To convert plain text to a tsvector, use the Postgres to_tsvector function. This function reduces the original text to a set of word skeletons known as lexeme .

Lexemes are important because they help match related words. For instance, the words satisfy, satisfying and satisfied would convert to satisfi. This means a search for satisfy will return results containing any of the other terms as well. Stop words such as “a,” “on,” “of,” “you,” “who,” etc. are removed because they appear too frequently to be relevant in searches. The to_tsvector function returns the lexemes, along with a digit that denotes each word’s position in the text.

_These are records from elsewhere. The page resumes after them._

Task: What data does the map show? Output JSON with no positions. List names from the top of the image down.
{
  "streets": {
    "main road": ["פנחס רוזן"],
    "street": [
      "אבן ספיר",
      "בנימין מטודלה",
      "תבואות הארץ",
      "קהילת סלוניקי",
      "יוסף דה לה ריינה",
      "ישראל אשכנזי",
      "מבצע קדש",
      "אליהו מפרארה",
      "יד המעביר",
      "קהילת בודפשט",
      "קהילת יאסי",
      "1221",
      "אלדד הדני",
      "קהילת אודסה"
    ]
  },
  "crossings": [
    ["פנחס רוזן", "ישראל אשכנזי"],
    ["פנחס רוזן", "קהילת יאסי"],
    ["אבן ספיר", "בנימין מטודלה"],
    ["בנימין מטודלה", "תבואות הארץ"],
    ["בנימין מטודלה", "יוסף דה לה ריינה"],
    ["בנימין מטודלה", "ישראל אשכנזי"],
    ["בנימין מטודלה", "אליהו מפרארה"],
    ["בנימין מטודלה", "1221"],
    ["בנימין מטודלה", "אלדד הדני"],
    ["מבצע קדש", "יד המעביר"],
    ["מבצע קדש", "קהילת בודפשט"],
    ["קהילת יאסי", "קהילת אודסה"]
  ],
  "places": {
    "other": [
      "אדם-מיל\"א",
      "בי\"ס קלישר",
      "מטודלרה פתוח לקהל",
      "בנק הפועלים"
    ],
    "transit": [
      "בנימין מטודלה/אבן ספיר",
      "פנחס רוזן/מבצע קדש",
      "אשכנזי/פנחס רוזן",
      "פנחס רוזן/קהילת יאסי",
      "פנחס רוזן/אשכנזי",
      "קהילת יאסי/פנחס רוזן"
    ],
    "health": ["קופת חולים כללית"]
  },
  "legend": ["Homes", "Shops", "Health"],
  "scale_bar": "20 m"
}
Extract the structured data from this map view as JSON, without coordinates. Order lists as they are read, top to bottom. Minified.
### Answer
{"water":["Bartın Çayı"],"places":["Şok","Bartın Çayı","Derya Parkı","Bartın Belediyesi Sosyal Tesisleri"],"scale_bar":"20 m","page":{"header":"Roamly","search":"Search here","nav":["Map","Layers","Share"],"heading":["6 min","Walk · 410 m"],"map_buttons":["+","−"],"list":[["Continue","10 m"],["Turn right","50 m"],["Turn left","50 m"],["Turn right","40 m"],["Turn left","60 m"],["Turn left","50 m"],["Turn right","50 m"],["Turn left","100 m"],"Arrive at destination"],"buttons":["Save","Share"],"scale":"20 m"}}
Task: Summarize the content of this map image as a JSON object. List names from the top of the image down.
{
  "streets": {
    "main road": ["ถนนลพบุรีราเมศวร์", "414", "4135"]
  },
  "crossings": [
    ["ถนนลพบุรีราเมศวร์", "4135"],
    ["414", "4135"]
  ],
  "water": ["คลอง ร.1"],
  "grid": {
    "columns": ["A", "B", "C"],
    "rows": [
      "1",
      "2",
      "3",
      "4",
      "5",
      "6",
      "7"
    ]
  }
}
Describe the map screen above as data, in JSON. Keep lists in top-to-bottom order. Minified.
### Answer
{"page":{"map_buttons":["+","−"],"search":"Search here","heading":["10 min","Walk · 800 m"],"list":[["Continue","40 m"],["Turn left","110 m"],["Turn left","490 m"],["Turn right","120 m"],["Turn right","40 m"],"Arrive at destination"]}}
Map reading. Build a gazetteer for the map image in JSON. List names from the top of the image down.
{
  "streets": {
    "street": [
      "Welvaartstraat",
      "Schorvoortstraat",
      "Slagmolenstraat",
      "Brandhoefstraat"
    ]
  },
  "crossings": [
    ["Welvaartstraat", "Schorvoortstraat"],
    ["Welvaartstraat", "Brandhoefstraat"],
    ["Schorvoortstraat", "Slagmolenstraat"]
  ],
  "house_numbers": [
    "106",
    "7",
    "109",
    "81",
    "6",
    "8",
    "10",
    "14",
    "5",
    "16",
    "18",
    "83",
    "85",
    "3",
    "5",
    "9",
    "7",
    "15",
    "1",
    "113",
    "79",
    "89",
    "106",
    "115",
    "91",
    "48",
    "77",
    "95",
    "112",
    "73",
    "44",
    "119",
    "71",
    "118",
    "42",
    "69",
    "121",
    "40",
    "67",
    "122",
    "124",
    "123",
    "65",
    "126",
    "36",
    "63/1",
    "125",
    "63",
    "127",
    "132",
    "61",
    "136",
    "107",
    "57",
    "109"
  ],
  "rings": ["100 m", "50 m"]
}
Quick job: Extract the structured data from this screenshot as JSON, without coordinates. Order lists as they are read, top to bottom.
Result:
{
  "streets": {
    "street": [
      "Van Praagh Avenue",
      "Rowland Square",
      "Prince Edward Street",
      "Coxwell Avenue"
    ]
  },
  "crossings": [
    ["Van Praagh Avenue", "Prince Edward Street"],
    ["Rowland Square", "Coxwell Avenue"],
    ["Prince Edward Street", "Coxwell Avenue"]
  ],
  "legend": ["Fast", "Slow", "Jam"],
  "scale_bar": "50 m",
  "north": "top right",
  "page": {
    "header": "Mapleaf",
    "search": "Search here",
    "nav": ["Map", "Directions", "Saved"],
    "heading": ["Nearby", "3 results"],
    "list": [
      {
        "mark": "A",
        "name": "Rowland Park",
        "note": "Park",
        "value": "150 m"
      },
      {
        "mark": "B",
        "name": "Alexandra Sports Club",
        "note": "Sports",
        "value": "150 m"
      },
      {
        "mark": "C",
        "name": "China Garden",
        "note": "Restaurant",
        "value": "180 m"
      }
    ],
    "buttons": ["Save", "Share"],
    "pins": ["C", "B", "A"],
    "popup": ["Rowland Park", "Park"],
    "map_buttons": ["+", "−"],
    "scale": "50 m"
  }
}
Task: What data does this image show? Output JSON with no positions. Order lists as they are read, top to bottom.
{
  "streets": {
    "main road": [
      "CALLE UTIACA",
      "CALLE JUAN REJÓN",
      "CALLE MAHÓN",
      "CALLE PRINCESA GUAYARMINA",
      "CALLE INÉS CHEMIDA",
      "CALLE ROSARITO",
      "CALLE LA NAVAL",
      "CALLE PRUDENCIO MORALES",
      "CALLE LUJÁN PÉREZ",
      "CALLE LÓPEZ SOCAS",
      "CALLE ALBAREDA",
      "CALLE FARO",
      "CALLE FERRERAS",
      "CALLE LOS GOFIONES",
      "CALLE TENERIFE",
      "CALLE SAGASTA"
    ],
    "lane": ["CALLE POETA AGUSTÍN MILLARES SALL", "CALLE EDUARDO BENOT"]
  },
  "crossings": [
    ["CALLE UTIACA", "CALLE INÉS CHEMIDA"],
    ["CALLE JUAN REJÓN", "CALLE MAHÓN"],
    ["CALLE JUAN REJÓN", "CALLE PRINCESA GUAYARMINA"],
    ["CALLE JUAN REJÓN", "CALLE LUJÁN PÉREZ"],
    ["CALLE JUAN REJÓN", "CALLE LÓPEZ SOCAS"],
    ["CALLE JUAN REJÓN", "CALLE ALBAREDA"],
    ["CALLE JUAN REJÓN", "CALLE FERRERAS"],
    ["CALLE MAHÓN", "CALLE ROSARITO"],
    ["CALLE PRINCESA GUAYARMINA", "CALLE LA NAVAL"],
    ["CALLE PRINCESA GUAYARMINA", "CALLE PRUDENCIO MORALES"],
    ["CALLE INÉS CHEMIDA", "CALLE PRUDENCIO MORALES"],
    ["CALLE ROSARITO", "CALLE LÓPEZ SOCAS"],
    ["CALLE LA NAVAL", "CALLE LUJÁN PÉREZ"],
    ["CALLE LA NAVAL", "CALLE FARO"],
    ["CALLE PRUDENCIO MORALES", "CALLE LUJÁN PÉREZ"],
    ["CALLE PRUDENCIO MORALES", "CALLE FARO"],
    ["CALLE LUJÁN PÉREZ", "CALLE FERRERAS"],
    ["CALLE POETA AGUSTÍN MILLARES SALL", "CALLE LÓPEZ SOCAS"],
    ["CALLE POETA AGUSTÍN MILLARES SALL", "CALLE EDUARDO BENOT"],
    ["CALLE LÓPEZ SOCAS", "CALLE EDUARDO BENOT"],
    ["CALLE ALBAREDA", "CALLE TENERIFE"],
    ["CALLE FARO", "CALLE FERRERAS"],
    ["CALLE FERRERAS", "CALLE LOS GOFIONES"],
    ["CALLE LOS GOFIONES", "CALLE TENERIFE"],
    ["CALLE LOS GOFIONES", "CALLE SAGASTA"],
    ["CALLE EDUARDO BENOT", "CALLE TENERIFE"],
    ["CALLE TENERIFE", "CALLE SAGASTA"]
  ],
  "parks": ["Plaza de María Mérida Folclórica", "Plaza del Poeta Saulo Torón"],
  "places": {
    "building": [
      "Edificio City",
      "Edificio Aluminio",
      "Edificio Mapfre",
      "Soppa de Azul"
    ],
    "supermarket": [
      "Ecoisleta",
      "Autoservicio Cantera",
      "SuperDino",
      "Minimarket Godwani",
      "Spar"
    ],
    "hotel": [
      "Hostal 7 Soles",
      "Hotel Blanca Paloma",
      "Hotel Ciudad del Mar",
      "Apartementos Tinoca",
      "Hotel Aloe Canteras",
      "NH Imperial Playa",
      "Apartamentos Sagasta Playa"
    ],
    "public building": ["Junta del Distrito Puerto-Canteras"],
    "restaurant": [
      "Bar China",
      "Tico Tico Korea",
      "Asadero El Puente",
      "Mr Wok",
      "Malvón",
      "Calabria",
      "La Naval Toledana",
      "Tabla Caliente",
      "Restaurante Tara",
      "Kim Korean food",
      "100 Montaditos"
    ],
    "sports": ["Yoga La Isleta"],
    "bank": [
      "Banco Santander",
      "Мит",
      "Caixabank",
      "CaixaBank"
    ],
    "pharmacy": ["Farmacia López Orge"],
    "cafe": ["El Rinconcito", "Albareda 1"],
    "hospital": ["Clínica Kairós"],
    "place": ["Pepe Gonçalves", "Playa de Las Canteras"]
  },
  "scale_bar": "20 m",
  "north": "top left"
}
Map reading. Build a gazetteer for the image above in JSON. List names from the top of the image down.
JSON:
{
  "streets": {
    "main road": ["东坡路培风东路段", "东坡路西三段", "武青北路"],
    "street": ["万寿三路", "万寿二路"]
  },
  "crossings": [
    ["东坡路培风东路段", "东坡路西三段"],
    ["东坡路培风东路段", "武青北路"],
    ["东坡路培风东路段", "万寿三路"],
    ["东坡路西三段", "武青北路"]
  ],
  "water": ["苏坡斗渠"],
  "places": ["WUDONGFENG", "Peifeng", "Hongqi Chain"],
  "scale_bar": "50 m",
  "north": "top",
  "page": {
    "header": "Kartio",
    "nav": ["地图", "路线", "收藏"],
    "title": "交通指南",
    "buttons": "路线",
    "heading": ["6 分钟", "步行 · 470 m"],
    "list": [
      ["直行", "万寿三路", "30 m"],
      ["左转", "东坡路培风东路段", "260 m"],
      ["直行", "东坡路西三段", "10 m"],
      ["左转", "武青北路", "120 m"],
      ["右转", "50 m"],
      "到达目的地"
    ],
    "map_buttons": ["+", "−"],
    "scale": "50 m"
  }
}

Note that the output of the function is language-dependent. You should tell PostgreSQL to treat the text as English (or whatever language your results are stored in). To convert the sentence “A Fanciful Documentary of a Frisbee And a Lumberjack who must Chase a Monkey in A Shark Tank” to a tsvector, run the following:

SELECT to_tsvector('english', 'A Fanciful Documentary of a Frisbee And a Lumberjack who must Chase a Monkey in A Shark Tank') AS search;

You’ll see output like the following:

                    search
----------------------------------------------------------------------
'chase':12 'documentari':3 'fanci':2 'frisbe':6 'lumberjack':9 'monkey':14 'must':11 'shark':17 'tank':18

This shows each word’s root as well as its position in the text. For example, the word fanciful, the second word in the text, has been broken down into the lexeme “fanci”, so you see ’fanci’:2.

tsquery #

Text search systems have two major components:

  1. the text being searched and

  2. the keyword being searched for.

    In the case of FTS, both components must be vectorized. You saw how searchable data is converted to a tsvector in the previous section, so now you’ll see how search terms are vectorized into tsquery values.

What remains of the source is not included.